ACTIVITY
All the lines below should appear again unchanged, though their pictures should not.

DATA PROVIDED

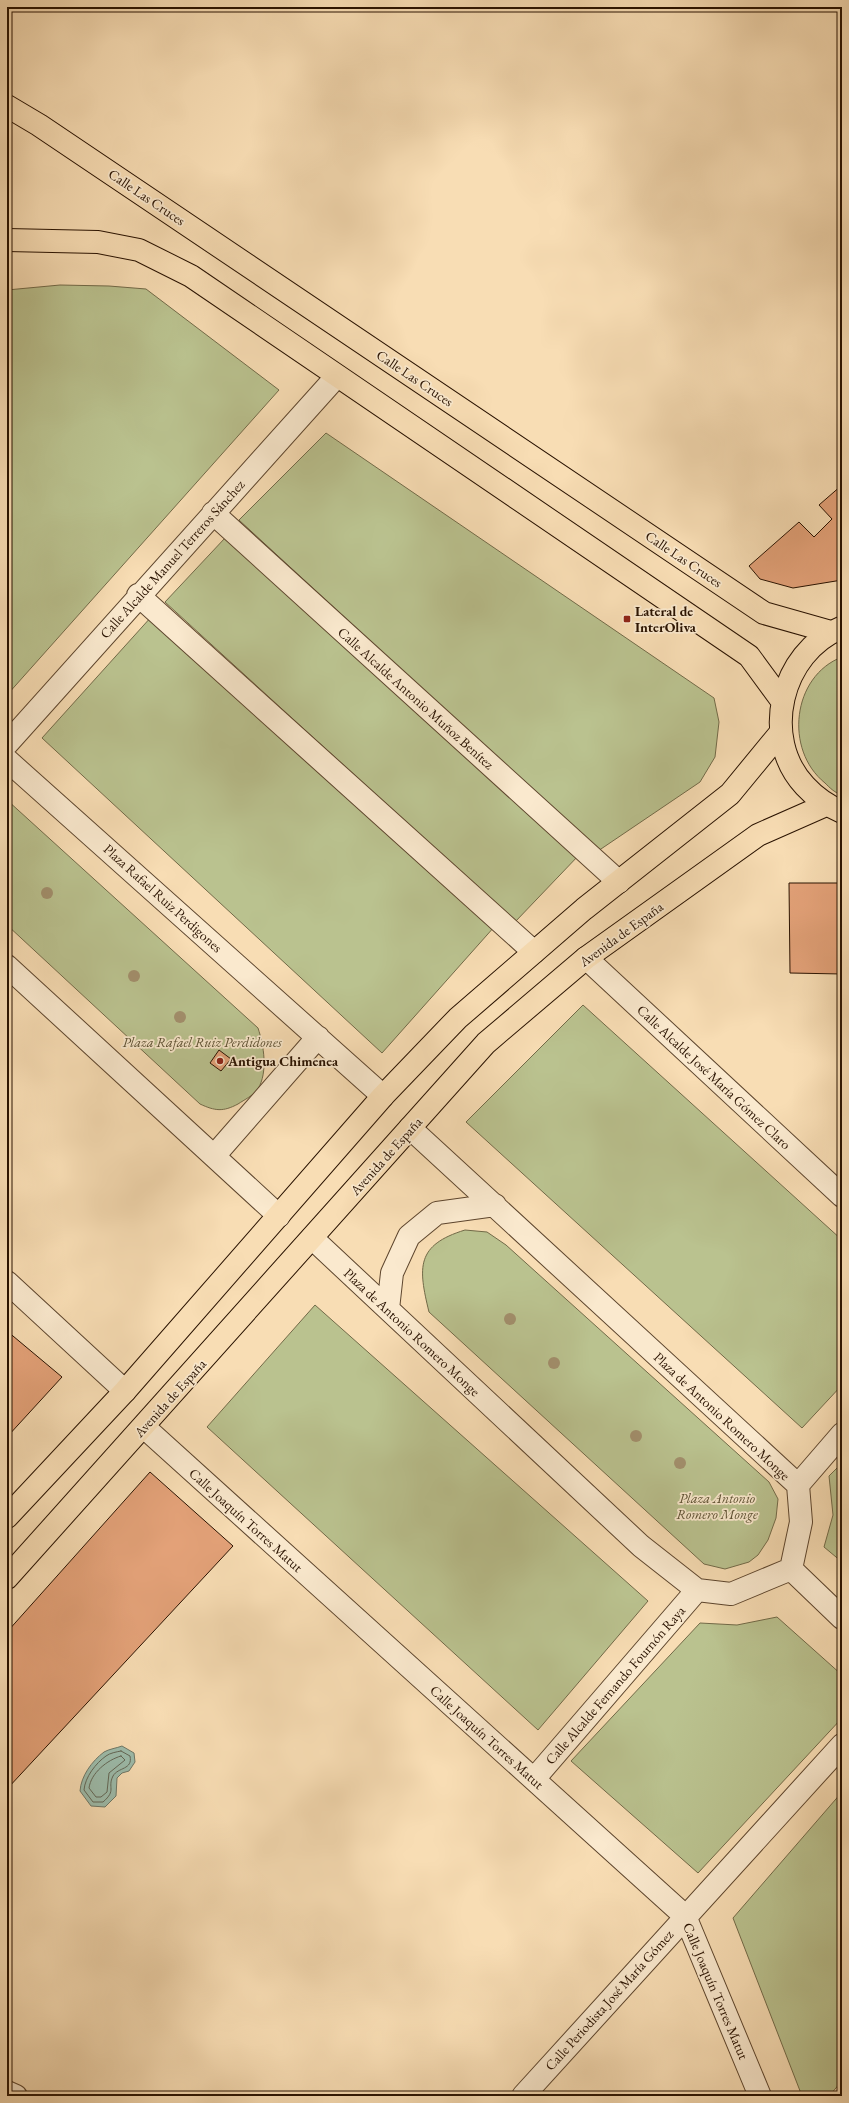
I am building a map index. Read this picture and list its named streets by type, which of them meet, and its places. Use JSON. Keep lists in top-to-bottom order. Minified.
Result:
{"streets":{"main road":["Calle Las Cruces","Avenida de España"],"street":["Calle Alcalde Manuel Terreros Sánchez","Calle Alcalde Antonio Muñoz Benítez","Plaza Rafael Ruiz Perdigones","Calle Alcalde José María Gómez Claro","Plaza de Antonio Romero Monge","Calle Joaquín Torres Matut","Calle Alcalde Fernando Fournón Raya","Calle Periodista José María Gómez"]},"crossings":[["Calle Alcalde Manuel Terreros Sánchez","Calle Alcalde Antonio Muñoz Benítez"],["Avenida de España","Calle Alcalde José María Gómez Claro"],["Avenida de España","Plaza de Antonio Romero Monge"],["Avenida de España","Calle Joaquín Torres Matut"],["Plaza de Antonio Romero Monge","Calle Alcalde Fernando Fournón Raya"],["Calle Joaquín Torres Matut","Calle Alcalde Fernando Fournón Raya"],["Calle Joaquín Torres Matut","Calle Periodista José María Gómez"]],"parks":["Plaza Rafael Ruiz Perdidones","Plaza Antonio Romero Monge"],"places":{"transit":["Lateral de InterOliva"],"other":["Antigua Chimenea"]}}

EXPECTED ANSWER
I am building a map index. Read this picture and list its named streets by type, which of them meet, and its places. Use JSON. Keep lists in top-to-bottom order. Minified.
Result:
{"streets":{"main road":["Calle Las Cruces","Avenida de España"],"street":["Calle Alcalde Manuel Terreros Sánchez","Calle Alcalde Antonio Muñoz Benítez","Plaza Rafael Ruiz Perdigones","Calle Alcalde José María Gómez Claro","Plaza de Antonio Romero Monge","Calle Joaquín Torres Matut","Calle Alcalde Fernando Fournón Raya","Calle Periodista José María Gómez"]},"crossings":[["Calle Alcalde Manuel Terreros Sánchez","Calle Alcalde Antonio Muñoz Benítez"],["Avenida de España","Calle Alcalde José María Gómez Claro"],["Avenida de España","Plaza de Antonio Romero Monge"],["Avenida de España","Calle Joaquín Torres Matut"],["Plaza de Antonio Romero Monge","Calle Alcalde Fernando Fournón Raya"],["Calle Joaquín Torres Matut","Calle Alcalde Fernando Fournón Raya"],["Calle Joaquín Torres Matut","Calle Periodista José María Gómez"]],"parks":["Plaza Rafael Ruiz Perdidones","Plaza Antonio Romero Monge"],"places":{"transit":["Lateral de InterOliva"],"other":["Antigua Chimenea"]}}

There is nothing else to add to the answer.